EXERCISE PROMPT:
Print every entry below exactly, leaving out the pictures.

Dataset entries

::::::::::

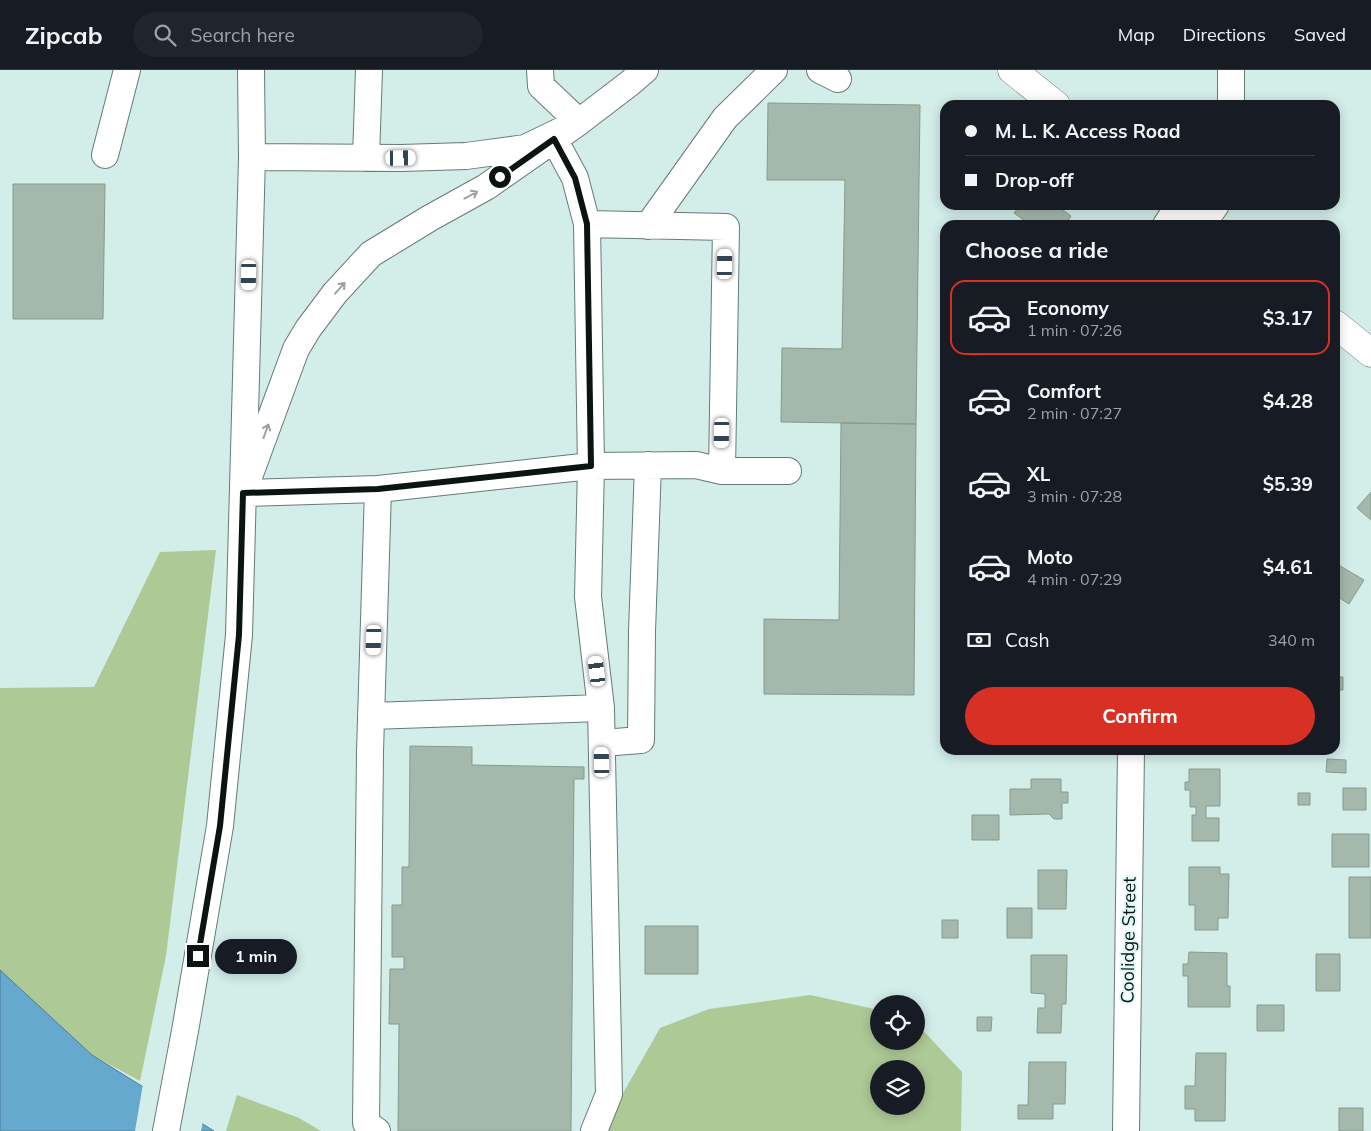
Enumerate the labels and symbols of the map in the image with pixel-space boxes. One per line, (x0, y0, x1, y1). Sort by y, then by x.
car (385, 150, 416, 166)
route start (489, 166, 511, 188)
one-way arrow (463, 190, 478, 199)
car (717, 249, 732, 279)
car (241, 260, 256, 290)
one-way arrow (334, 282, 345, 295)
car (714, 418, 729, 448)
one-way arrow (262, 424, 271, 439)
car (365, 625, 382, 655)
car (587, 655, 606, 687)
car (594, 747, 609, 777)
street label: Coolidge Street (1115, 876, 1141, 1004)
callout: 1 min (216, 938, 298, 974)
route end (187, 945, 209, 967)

::::::::::

RESULT OF THIS EXERCISE:
Enumerate the labels and symbols of the map in the image with pixel-space boxes. One per line, (x0, y0, x1, y1). Sort by y, then by x.
car (385, 150, 416, 166)
route start (489, 166, 511, 188)
one-way arrow (463, 190, 478, 199)
car (717, 249, 732, 279)
car (241, 260, 256, 290)
one-way arrow (334, 282, 345, 295)
car (714, 418, 729, 448)
one-way arrow (262, 424, 271, 439)
car (365, 625, 382, 655)
car (587, 655, 606, 687)
car (594, 747, 609, 777)
street label: Coolidge Street (1115, 876, 1141, 1004)
callout: 1 min (216, 938, 298, 974)
route end (187, 945, 209, 967)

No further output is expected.